**WHAT IS REQUIRED**.
Return a copy of every line in the records that includes the word "breaks".
:::::
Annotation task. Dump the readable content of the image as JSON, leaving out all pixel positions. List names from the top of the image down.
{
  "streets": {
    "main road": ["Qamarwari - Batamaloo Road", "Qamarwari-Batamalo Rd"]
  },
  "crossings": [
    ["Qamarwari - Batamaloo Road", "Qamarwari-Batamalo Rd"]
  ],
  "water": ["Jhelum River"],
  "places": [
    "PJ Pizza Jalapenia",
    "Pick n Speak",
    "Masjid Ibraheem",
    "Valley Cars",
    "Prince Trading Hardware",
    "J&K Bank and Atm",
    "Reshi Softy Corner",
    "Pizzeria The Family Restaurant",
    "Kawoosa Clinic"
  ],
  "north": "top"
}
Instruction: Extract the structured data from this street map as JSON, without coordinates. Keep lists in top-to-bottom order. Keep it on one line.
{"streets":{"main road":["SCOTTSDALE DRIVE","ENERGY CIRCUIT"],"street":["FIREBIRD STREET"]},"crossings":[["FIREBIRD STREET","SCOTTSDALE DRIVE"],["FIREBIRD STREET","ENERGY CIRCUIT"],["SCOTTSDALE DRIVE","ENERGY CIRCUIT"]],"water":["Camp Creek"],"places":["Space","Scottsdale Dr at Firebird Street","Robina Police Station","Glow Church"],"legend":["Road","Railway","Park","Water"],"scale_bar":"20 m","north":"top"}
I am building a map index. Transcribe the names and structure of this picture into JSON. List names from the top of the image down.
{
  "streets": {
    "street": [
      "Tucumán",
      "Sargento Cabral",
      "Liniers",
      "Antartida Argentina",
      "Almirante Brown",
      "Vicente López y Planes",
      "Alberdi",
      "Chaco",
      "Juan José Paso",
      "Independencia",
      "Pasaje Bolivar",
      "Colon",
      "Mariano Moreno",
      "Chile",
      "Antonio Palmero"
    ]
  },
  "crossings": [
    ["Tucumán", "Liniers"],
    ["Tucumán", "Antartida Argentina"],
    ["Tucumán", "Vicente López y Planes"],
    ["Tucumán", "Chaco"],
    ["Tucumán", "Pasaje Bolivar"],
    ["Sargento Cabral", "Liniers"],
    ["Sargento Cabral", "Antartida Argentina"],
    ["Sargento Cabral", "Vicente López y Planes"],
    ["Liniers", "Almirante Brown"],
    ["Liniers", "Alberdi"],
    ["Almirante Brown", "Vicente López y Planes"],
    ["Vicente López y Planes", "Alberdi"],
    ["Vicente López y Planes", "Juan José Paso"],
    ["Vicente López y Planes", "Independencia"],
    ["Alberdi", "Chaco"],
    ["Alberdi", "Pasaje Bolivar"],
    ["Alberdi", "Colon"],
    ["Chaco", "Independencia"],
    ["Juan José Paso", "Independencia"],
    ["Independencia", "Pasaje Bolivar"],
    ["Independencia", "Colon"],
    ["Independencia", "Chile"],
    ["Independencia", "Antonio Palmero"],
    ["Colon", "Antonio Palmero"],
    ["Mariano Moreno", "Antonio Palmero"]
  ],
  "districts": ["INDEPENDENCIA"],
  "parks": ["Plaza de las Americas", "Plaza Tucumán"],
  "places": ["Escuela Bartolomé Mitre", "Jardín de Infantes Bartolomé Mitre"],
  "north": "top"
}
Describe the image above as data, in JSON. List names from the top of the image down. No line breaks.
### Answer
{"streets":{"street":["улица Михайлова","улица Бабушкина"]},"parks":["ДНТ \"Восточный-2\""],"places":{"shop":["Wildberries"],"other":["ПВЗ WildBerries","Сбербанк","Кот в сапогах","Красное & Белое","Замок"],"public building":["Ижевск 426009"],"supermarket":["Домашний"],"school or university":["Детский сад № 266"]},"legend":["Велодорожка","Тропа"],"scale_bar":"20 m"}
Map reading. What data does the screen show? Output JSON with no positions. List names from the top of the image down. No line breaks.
:::::
**ANSWER BOX**.
Describe the image above as data, in JSON. List names from the top of the image down. No line breaks.
Map reading. What data does the screen show? Output JSON with no positions. List names from the top of the image down. No line breaks.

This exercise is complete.